Your answer should consist of all lines in the listing that hold the word "linecap".
::::::::
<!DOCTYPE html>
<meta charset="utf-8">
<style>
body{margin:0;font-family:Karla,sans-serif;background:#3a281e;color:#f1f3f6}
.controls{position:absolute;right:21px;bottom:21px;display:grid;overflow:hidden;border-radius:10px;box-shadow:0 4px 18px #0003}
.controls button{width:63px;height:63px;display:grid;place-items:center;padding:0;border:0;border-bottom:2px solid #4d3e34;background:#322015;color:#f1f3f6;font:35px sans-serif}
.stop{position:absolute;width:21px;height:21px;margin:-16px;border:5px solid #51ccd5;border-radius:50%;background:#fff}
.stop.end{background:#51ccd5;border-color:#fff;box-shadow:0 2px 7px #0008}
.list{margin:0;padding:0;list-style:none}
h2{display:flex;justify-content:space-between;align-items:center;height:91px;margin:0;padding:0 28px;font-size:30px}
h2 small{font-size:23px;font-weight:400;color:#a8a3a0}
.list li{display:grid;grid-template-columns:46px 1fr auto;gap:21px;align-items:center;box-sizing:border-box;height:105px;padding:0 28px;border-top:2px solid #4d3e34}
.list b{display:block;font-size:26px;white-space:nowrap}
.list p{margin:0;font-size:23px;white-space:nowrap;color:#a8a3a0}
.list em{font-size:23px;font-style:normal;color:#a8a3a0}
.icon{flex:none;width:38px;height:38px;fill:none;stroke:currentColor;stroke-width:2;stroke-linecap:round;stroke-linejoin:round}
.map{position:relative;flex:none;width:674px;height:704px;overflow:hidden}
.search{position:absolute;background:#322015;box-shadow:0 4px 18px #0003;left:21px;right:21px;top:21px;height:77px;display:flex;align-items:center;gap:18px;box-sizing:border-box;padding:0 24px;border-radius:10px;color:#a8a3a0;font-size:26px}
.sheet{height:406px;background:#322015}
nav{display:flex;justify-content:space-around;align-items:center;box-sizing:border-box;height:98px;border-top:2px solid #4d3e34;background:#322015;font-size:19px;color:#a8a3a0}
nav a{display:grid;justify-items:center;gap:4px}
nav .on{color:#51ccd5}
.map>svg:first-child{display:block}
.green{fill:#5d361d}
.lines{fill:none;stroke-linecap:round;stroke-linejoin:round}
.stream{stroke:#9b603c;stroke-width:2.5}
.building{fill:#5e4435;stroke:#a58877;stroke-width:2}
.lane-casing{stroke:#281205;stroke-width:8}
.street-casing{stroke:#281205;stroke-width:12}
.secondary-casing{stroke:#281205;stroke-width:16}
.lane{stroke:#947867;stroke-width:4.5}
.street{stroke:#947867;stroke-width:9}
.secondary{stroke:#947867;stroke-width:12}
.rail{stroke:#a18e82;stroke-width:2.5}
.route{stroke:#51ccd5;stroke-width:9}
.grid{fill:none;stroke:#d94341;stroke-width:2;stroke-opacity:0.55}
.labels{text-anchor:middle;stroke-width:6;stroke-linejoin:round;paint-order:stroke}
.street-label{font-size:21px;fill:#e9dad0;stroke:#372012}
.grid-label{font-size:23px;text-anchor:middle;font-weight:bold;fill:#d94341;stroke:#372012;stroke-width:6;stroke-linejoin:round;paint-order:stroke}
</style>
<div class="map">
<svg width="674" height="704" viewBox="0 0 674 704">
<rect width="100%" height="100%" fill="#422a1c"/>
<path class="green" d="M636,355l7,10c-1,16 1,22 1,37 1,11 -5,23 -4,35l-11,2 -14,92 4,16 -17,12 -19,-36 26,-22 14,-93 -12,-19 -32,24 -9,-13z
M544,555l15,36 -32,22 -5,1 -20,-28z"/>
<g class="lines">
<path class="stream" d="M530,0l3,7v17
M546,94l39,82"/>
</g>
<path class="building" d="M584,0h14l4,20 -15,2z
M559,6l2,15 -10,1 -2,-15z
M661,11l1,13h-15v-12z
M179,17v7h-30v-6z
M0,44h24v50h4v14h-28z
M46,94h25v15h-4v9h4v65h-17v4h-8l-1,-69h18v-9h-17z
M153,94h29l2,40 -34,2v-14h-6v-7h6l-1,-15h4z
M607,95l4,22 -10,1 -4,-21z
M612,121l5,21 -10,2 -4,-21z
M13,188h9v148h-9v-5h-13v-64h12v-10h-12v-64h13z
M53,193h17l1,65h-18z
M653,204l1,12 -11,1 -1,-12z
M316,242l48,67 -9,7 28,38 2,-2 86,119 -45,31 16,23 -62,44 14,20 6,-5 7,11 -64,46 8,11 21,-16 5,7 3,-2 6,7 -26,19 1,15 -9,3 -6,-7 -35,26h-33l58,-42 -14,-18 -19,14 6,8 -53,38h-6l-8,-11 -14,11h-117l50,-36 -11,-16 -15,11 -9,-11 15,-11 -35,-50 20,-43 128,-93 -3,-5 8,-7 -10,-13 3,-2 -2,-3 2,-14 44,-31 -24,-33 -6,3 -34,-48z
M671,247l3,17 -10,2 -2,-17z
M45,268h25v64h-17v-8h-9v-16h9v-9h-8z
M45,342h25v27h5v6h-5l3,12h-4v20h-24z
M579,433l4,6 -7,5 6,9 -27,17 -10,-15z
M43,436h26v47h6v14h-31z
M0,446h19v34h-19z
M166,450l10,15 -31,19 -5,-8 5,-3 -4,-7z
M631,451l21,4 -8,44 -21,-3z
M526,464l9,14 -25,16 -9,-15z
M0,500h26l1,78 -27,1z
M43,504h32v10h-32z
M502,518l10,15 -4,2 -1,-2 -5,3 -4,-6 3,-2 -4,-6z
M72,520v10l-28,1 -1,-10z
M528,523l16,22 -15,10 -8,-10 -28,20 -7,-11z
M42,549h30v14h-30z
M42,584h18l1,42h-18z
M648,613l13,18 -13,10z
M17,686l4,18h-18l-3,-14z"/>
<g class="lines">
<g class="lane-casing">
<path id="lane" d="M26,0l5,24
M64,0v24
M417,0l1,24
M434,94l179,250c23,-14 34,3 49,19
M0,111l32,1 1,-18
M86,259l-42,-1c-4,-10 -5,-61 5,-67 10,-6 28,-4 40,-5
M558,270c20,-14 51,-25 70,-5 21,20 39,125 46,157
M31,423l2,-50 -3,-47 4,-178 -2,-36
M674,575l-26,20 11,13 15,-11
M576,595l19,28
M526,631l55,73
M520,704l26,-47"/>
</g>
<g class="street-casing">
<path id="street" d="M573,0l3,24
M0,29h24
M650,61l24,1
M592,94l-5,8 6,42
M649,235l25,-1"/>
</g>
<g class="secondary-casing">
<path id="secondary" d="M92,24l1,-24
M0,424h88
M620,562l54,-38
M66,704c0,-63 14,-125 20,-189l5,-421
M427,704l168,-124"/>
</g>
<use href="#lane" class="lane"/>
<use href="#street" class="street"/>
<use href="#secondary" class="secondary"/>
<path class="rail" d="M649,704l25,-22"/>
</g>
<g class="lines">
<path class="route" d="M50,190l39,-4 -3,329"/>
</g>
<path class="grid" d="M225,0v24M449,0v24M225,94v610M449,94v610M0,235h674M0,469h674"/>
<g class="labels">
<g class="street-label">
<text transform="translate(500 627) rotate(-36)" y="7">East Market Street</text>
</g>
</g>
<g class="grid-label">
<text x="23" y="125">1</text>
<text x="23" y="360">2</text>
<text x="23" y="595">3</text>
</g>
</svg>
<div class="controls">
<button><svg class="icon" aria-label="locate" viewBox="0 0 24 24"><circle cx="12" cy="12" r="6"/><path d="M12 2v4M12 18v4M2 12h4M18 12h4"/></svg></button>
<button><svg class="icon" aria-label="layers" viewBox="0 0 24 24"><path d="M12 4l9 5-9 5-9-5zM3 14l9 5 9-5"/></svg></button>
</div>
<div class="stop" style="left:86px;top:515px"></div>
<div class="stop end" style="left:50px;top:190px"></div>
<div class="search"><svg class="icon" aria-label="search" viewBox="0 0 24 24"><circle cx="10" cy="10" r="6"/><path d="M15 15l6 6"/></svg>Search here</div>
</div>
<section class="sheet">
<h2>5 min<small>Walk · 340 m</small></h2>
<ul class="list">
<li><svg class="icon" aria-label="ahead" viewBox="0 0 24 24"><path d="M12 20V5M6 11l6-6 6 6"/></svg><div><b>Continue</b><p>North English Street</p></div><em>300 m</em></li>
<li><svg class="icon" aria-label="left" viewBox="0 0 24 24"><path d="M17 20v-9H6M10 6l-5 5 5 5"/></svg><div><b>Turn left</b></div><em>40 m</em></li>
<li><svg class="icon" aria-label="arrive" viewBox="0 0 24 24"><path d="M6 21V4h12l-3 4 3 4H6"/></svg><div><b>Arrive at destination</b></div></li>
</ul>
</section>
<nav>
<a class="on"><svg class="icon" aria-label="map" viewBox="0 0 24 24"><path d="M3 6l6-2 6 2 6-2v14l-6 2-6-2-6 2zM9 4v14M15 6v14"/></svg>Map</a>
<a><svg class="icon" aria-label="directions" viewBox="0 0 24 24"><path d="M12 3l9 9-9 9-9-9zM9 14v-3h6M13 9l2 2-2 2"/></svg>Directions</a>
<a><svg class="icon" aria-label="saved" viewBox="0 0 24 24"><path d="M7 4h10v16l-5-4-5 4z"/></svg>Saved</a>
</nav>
::::::::
■ RESULT ■
.icon{flex:none;width:38px;height:38px;fill:none;stroke:currentColor;stroke-width:2;stroke-linecap:round;stroke-linejoin:round}
.lines{fill:none;stroke-linecap:round;stroke-linejoin:round}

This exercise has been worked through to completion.